What you have to do: Would you please copy each line below that includes the string "above"?

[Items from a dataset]
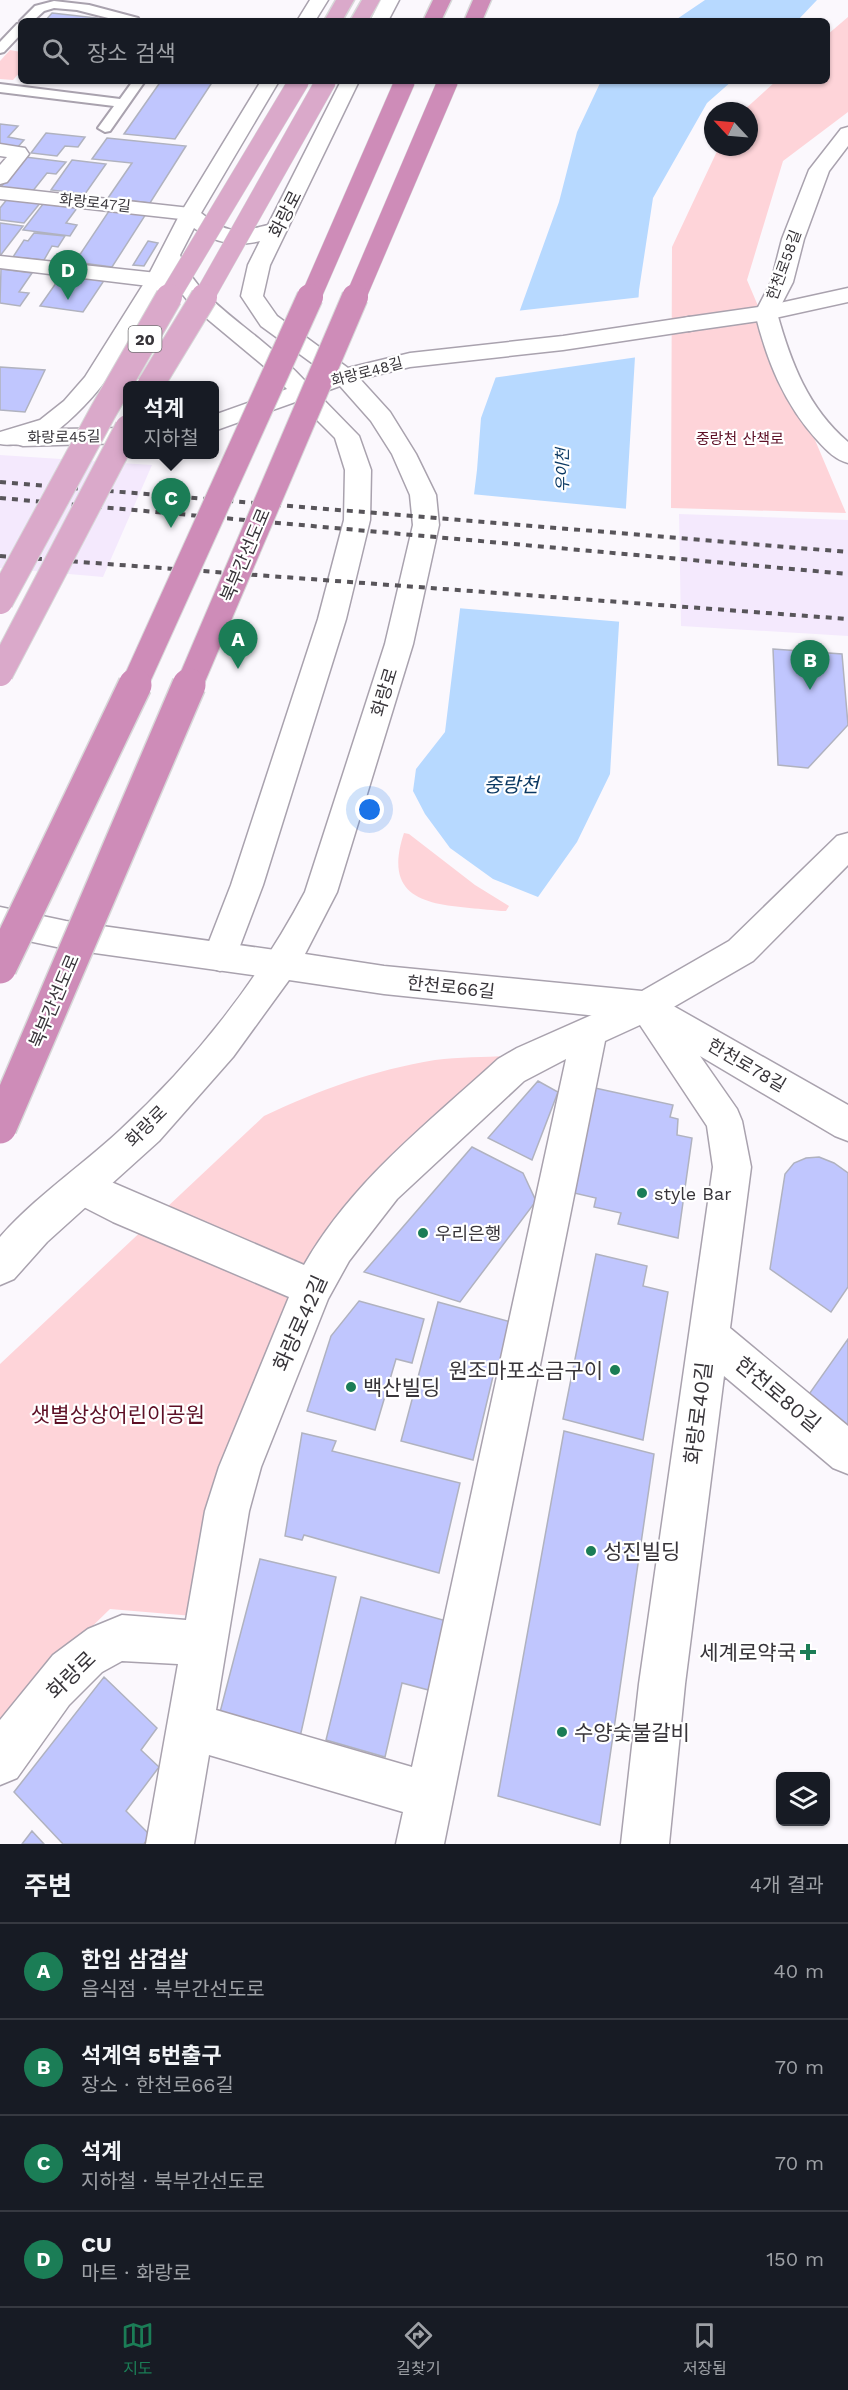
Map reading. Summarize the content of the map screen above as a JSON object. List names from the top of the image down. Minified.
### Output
{"streets":{"highway":["북부간선도로"],"main road":["화랑로","20"],"street":["화랑로47길","한천로58길","화랑로48길","화랑로45길","한천로66길","한천로78길","화랑로42길","한천로80길","화랑로40길"]},"crossings":[["화랑로","화랑로48길"],["화랑로","한천로66길"],["화랑로","화랑로42길"],["한천로58길","화랑로48길"],["한천로66길","한천로78길"],["한천로66길","화랑로42길"],["한천로66길","화랑로40길"],["한천로78길","화랑로42길"],["한천로78길","화랑로40길"],["화랑로42길","화랑로40길"],["한천로80길","화랑로40길"]],"water":["우이천","중랑천"],"parks":["중랑천 산책로","샛별상상어린이공원"],"places":{"other":["style Bar","우리은행","원조마포소금구이","백산빌딩","성진빌딩","수양숯불갈비"],"health":["세계로약국"]},"north":"top left","page":{"search":"장소 검색","pins":["D","C","A","B"],"popup":["석계","지하철"],"heading":["주변","4개 결과"],"list":[{"mark":"A","name":"한입 삼겹살","note":"음식점 · 북부간선도로","value":"40 m"},{"mark":"B","name":"석계역 5번출구","note":"장소 · 한천로66길","value":"70 m"},{"mark":"C","name":"석계","note":"지하철 · 북부간선도로","value":"70 m"},{"mark":"D","name":"CU","note":"마트 · 화랑로","value":"150 m"}],"nav":["지도","길찾기","저장됨"]}}
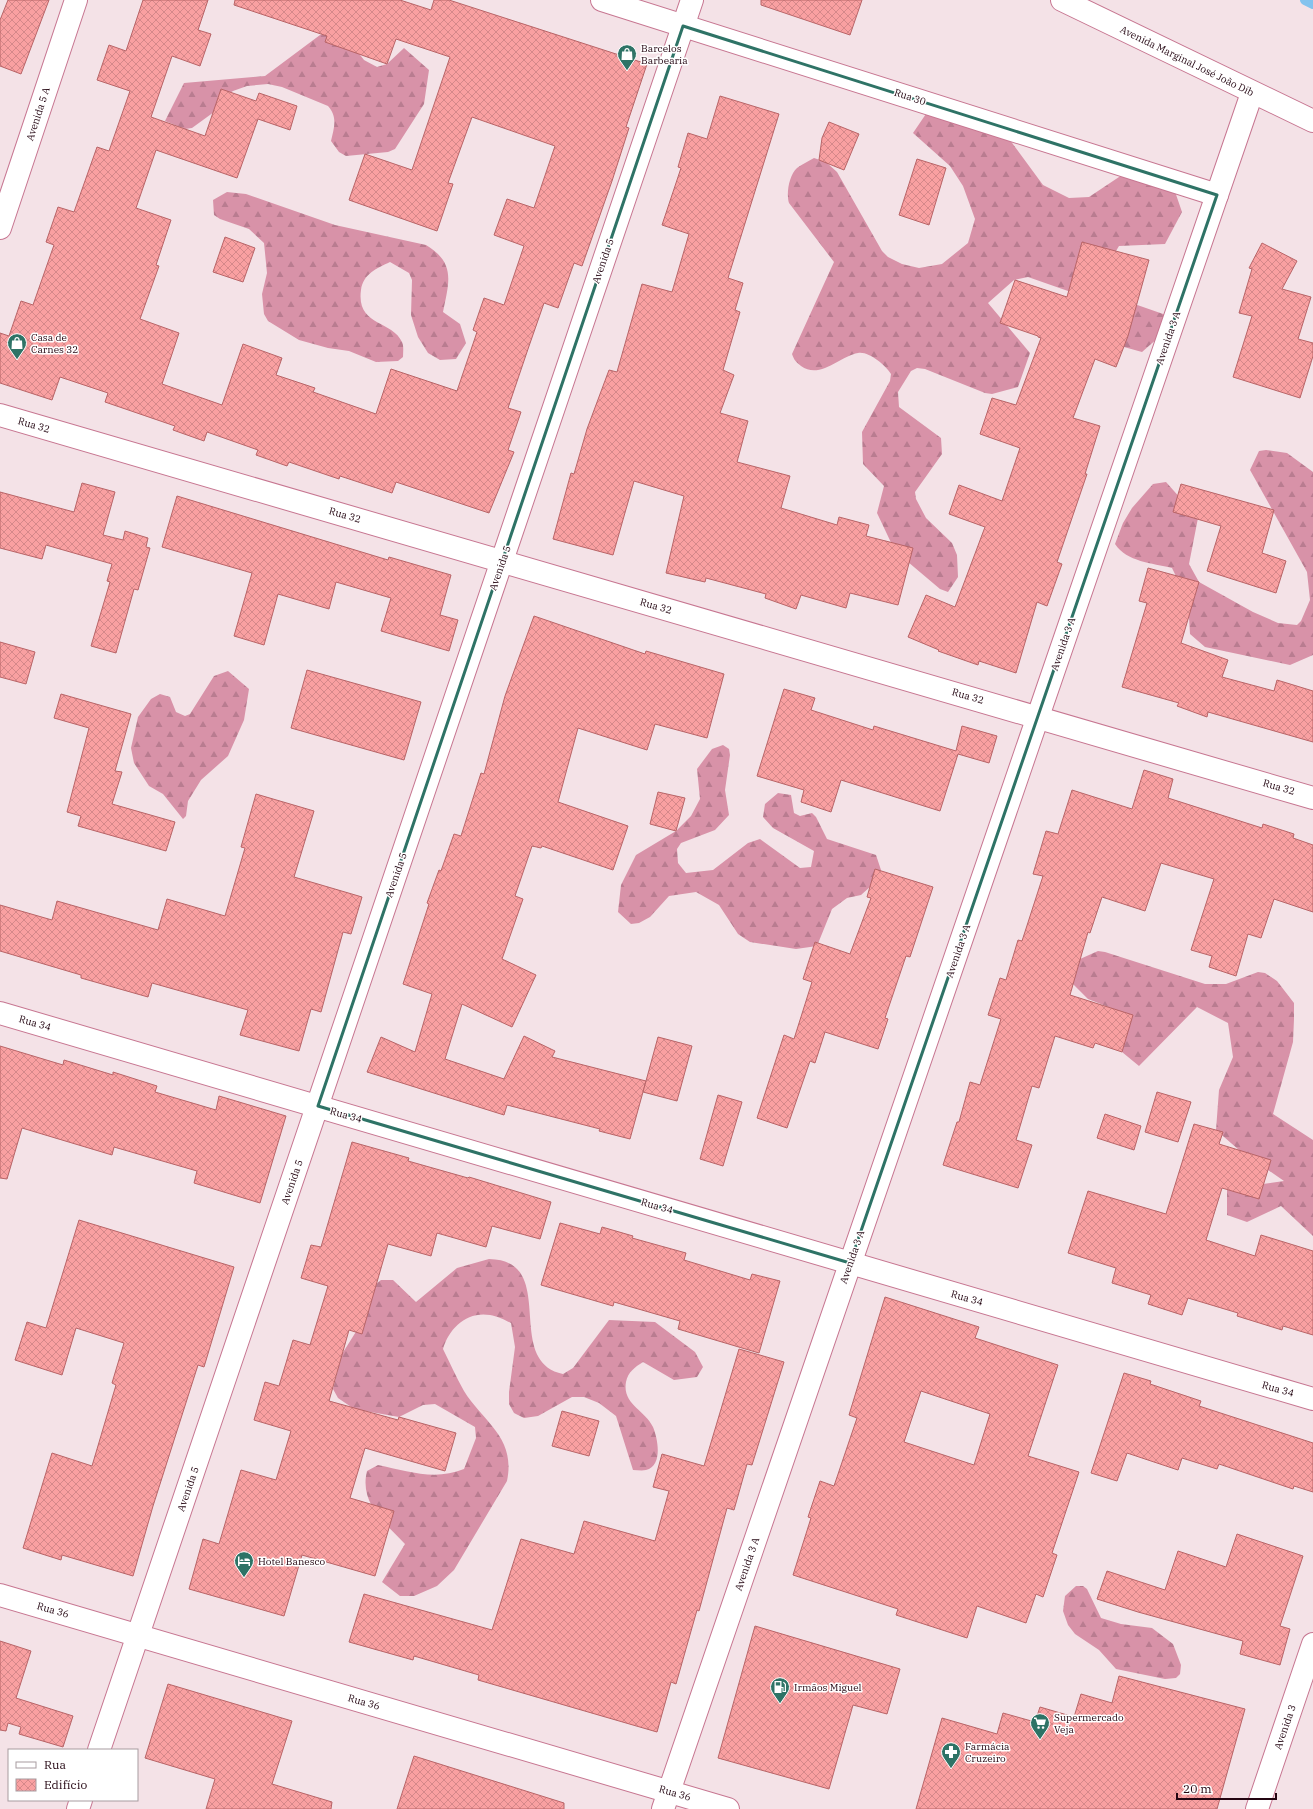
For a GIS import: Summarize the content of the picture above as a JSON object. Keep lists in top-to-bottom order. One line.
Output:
{"streets":{"street":["Avenida Marginal José João Dib","Rua 30","Avenida 5 A","Avenida 5","Avenida 3 A","Rua 32","Rua 34","Rua 36","Avenida 3"]},"crossings":[["Avenida Marginal José João Dib","Avenida 3 A"],["Rua 30","Avenida 5"],["Rua 30","Avenida 3 A"],["Avenida 5","Rua 32"],["Avenida 5","Rua 34"],["Avenida 5","Rua 36"],["Avenida 3 A","Rua 32"],["Avenida 3 A","Rua 34"],["Avenida 3 A","Rua 36"]],"places":{"shop":["Barcelos Barbearia","Casa de Carnes 32"],"hotel":["Hotel Banesco"],"fuel station":["Irmãos Miguel"],"supermarket":["Supermercado Veja"],"pharmacy":["Farmácia Cruzeiro"]},"legend":["Rua","Edifício"],"scale_bar":"20 m"}
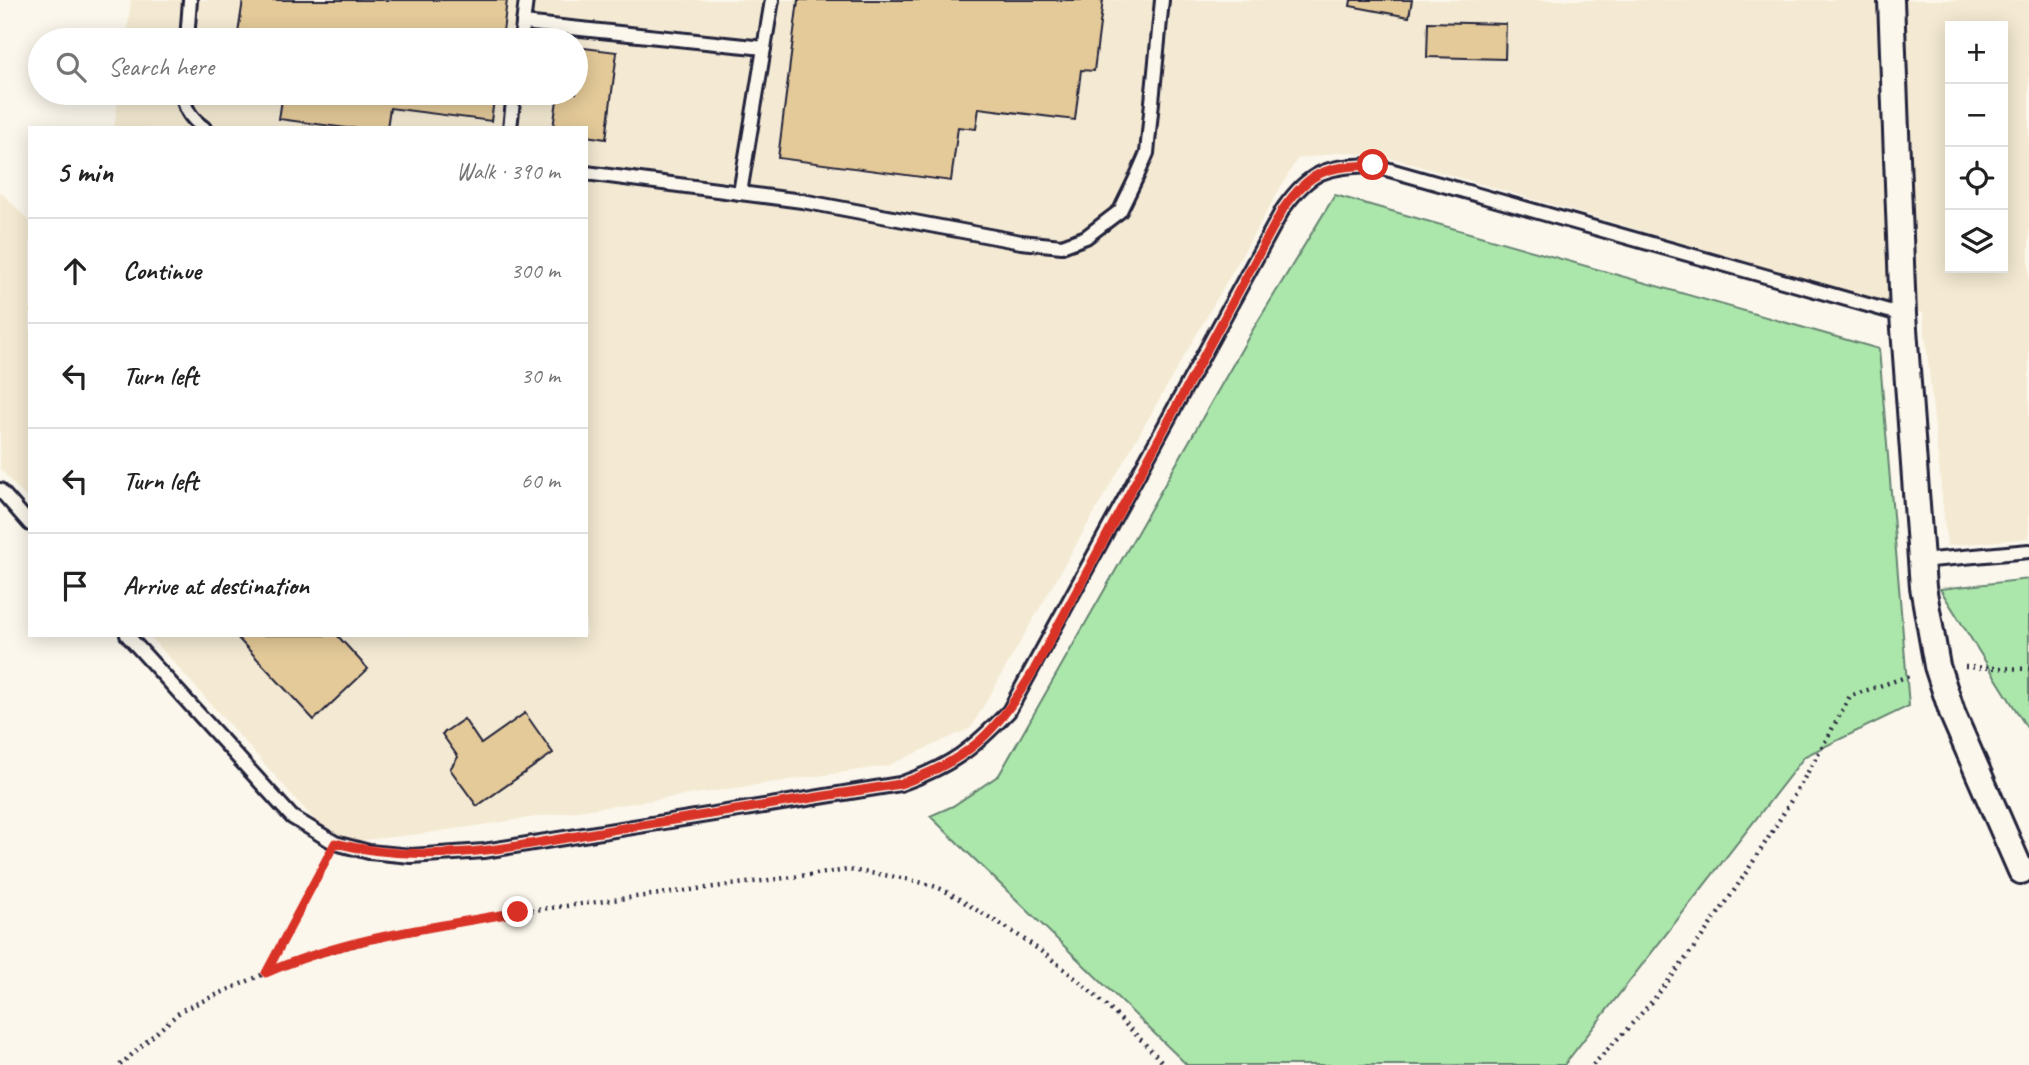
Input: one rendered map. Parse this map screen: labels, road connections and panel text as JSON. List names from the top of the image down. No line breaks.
{"page":{"map_buttons":["+","−"],"search":"Search here","heading":["5 min","Walk · 390 m"],"list":[["Continue","300 m"],["Turn left","30 m"],["Turn left","60 m"],"Arrive at destination"]}}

Response to the exercise:
Map reading. Summarize the content of the map screen above as a JSON object. List names from the top of the image down. Minified.
For a GIS import: Summarize the content of the picture above as a JSON object. Keep lists in top-to-bottom order. One line.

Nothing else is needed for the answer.